Exercise description »
Search the listing for the word "Math" and return each line that contains it.

Materials provided »

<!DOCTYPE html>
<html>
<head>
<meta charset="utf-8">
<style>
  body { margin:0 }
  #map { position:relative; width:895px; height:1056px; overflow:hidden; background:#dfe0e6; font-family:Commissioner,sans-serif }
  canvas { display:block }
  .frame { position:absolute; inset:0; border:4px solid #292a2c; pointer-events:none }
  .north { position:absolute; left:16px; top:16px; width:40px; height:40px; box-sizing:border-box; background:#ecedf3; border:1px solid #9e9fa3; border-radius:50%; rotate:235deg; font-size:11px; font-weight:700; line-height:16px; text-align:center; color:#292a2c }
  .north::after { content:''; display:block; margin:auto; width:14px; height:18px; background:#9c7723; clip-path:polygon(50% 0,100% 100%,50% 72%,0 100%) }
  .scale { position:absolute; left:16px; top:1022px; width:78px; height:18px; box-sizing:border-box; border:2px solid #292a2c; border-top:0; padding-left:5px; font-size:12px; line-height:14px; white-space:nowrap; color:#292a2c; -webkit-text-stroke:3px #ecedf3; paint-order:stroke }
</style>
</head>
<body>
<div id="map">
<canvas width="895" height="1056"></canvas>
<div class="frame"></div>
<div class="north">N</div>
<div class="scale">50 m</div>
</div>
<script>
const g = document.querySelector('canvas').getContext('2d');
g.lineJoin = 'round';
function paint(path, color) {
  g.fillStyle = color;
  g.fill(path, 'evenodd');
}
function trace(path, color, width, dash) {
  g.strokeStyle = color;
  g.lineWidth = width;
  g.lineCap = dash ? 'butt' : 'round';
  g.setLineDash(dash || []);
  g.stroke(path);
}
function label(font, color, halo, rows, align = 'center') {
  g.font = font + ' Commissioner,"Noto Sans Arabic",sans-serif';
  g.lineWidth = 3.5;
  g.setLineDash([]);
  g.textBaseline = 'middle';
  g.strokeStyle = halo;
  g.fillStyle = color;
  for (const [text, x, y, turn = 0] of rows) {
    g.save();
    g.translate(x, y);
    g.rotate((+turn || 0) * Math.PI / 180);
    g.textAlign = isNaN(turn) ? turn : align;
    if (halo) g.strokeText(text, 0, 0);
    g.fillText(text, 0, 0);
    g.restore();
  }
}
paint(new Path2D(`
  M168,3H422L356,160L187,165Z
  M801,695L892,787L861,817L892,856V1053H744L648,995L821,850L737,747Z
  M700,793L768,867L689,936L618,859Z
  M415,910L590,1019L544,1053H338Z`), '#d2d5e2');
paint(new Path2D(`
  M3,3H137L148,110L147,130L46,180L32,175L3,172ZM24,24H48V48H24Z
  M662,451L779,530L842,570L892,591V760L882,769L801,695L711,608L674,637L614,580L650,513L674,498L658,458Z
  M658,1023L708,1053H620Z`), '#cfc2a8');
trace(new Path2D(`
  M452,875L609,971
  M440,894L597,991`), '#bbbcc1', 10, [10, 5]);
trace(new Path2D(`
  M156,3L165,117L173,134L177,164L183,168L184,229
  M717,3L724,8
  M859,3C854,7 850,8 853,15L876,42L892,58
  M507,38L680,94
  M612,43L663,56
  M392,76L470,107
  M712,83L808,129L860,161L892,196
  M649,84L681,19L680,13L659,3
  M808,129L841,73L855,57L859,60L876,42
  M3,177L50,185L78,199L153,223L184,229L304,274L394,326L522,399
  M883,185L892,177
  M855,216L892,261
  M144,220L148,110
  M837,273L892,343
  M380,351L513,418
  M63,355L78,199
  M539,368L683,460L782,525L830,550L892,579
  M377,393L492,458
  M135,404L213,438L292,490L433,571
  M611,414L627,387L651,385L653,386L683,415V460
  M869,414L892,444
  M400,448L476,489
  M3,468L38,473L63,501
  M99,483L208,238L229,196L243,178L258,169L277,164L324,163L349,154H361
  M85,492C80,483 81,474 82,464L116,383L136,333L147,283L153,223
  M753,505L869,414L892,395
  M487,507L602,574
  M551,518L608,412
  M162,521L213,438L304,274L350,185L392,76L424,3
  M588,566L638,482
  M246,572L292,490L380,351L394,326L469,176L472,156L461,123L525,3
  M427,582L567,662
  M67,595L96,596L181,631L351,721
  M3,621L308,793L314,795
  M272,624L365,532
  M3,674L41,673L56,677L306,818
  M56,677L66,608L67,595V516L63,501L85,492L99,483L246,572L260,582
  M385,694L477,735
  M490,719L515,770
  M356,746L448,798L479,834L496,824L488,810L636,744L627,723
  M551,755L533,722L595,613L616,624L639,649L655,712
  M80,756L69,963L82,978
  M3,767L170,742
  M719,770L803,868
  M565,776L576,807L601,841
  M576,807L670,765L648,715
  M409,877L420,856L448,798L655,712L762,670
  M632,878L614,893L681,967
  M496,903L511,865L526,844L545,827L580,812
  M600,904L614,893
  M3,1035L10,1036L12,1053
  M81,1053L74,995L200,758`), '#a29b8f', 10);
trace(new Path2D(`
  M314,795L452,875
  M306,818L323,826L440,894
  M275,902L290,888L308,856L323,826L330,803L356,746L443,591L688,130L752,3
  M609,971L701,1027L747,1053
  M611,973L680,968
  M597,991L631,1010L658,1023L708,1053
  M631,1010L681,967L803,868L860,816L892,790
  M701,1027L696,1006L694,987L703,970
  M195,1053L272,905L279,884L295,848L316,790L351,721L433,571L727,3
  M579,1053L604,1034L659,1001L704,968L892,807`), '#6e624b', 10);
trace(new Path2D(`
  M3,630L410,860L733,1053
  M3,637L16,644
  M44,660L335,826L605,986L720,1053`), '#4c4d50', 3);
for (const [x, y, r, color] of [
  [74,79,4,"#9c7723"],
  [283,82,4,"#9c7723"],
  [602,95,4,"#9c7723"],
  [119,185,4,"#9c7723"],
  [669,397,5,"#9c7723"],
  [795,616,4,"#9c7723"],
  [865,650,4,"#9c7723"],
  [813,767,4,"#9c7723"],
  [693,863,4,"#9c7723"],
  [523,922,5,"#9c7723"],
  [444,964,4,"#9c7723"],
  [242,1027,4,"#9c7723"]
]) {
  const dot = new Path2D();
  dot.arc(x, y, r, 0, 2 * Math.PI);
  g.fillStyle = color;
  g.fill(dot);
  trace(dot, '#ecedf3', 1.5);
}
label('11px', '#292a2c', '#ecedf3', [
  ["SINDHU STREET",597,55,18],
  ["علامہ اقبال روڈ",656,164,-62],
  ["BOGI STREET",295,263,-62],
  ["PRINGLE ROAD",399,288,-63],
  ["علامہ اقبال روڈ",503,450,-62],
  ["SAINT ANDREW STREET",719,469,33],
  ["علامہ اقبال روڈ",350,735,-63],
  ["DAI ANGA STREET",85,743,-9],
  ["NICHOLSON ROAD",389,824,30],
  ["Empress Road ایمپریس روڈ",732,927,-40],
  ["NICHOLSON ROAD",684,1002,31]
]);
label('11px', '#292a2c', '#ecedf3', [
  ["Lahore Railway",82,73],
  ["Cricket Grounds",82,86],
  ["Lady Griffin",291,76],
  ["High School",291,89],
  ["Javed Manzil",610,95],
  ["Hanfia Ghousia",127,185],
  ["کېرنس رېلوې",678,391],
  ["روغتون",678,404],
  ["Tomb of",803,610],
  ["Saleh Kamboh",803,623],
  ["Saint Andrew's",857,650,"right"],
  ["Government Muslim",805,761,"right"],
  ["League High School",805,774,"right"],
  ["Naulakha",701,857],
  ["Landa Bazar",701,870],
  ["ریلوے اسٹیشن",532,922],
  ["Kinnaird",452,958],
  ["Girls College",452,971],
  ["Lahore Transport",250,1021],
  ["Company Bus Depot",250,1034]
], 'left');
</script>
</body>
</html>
* * *
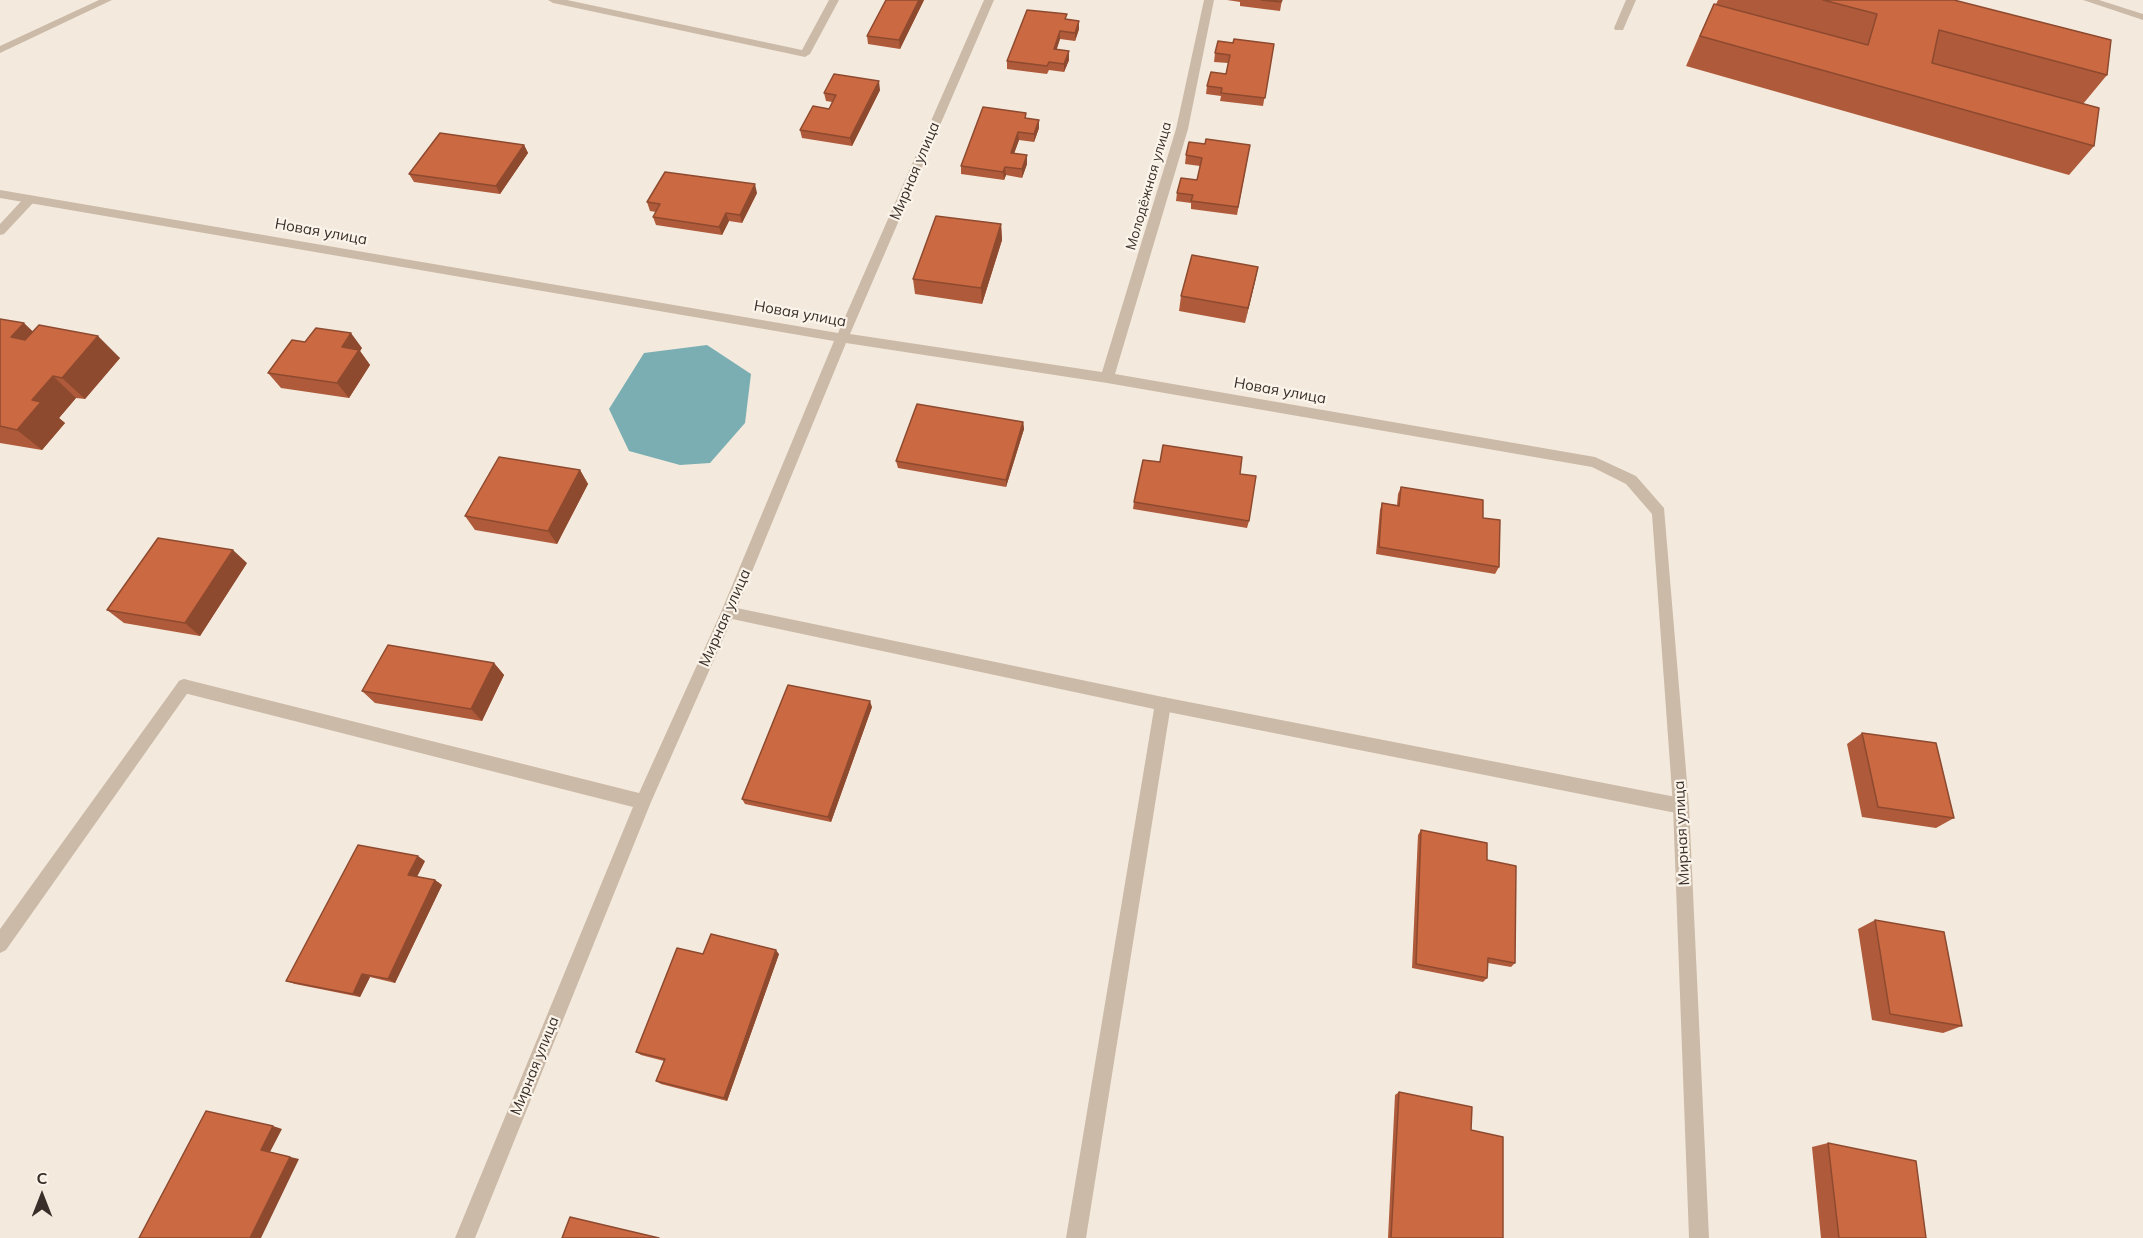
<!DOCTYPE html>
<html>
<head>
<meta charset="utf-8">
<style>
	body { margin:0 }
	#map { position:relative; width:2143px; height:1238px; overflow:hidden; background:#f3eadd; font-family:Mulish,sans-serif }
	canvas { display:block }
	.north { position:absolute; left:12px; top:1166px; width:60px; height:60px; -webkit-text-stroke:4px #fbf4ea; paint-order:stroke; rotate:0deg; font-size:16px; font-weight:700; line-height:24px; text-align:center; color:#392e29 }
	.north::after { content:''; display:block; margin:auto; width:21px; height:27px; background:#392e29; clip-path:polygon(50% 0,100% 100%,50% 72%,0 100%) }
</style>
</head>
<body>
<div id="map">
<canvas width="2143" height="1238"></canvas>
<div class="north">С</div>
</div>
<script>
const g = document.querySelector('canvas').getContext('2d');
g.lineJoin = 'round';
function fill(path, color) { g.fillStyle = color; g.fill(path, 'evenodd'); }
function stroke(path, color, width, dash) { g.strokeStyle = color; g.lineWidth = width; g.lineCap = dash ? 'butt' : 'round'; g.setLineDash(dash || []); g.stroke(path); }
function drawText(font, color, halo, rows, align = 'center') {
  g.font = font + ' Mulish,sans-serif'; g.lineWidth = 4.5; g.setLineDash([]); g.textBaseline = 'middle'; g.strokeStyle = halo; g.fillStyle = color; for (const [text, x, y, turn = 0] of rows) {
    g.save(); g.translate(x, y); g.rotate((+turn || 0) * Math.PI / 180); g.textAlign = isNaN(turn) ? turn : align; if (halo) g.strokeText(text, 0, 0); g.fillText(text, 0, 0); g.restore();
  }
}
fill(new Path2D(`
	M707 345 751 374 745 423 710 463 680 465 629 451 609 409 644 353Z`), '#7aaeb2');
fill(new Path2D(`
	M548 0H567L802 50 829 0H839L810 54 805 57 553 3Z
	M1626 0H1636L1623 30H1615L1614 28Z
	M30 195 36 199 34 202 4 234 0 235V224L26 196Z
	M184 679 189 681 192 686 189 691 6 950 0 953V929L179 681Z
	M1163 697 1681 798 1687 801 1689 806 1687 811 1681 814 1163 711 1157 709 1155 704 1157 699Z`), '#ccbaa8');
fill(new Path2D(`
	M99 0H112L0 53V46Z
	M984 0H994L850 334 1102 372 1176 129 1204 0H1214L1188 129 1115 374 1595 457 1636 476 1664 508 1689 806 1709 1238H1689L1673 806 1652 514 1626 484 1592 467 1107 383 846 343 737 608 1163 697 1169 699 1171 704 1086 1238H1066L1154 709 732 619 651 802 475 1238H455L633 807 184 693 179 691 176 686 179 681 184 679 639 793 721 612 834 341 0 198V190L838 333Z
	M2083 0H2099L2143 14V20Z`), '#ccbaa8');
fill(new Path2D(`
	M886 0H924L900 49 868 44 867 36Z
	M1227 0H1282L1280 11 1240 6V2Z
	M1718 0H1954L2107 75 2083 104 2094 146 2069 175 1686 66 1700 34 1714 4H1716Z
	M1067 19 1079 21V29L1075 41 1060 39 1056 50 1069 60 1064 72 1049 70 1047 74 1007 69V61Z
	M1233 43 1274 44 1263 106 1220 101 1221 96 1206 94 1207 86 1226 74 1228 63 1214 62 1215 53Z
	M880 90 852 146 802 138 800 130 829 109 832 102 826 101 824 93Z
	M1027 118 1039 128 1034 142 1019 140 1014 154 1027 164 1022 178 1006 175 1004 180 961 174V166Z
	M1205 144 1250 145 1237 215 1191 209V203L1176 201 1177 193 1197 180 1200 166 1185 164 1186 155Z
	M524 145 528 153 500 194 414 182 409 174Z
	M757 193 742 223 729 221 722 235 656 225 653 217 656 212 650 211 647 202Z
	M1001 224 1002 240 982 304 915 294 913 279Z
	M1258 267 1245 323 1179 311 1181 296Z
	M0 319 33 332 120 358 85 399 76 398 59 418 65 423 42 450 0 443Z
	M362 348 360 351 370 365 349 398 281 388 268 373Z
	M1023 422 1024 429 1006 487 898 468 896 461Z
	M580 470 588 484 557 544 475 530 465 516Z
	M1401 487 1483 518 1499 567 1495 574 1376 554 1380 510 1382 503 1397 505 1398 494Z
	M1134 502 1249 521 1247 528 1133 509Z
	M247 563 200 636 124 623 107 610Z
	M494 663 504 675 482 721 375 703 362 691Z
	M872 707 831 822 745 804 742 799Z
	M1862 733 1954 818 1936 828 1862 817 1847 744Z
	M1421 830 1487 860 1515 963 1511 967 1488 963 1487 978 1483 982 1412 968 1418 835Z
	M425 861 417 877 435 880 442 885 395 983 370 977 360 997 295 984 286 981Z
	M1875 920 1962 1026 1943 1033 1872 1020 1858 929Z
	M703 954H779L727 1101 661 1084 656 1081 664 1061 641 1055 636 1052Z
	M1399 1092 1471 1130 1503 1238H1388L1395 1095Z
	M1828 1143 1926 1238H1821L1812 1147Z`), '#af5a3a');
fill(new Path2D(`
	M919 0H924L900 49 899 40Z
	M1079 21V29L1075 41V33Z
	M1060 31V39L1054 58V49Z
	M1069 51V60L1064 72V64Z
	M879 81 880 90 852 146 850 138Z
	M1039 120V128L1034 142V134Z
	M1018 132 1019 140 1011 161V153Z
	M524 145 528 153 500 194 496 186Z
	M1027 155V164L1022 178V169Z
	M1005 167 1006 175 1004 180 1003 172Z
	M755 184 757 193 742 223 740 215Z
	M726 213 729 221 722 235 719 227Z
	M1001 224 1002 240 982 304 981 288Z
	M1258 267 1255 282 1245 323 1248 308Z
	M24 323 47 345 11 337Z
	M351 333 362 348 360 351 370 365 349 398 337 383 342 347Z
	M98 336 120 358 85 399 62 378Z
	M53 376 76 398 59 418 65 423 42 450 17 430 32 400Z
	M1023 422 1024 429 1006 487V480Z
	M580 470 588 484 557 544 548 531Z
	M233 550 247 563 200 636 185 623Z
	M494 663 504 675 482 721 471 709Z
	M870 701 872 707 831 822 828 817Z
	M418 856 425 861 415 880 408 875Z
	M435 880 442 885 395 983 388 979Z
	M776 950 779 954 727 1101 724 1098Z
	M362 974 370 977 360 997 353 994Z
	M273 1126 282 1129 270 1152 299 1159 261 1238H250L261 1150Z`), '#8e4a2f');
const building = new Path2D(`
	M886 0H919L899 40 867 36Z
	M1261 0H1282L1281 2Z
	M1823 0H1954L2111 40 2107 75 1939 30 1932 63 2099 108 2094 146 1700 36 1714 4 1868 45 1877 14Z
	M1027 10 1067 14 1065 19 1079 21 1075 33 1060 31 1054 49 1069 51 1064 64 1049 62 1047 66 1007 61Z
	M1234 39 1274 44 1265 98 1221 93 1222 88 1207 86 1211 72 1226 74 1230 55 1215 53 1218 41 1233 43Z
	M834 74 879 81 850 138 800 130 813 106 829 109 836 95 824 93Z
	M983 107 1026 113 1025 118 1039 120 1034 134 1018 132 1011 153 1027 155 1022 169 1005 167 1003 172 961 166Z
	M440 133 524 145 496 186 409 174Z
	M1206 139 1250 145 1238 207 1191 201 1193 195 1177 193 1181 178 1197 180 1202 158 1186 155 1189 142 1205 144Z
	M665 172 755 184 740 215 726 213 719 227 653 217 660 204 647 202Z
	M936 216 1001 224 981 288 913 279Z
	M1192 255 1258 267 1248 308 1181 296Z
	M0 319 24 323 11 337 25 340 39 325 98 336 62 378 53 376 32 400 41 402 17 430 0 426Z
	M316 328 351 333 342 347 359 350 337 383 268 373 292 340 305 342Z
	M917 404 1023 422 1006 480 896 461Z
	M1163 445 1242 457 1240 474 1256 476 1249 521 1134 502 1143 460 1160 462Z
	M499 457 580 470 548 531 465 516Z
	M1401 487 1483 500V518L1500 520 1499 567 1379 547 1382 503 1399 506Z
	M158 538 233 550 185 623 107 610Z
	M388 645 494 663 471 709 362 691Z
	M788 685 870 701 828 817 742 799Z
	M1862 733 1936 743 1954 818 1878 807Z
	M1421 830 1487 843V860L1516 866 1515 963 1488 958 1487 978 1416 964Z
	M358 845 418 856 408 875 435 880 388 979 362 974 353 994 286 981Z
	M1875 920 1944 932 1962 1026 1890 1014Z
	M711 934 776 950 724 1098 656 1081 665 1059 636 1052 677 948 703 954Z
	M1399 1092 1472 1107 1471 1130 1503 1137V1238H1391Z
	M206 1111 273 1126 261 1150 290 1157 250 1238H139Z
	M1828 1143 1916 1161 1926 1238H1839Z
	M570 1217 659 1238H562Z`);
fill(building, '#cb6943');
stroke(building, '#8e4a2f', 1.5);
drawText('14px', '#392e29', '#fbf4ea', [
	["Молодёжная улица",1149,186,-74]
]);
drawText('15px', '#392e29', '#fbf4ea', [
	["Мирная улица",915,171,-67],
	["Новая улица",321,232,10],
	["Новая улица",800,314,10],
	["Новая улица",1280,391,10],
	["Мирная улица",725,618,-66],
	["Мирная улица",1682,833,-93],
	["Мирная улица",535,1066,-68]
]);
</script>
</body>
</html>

Task solution »
    g.rotate((+turn || 0) * Math.PI / 180);
  dot.arc(x, y, r, 0, 2 * Math.PI);
    g.save(); g.translate(x, y); g.rotate((+turn || 0) * Math.PI / 180); g.textAlign = isNaN(turn) ? turn : align; if (halo) g.strokeText(text, 0, 0); g.fillText(text, 0, 0); g.restore();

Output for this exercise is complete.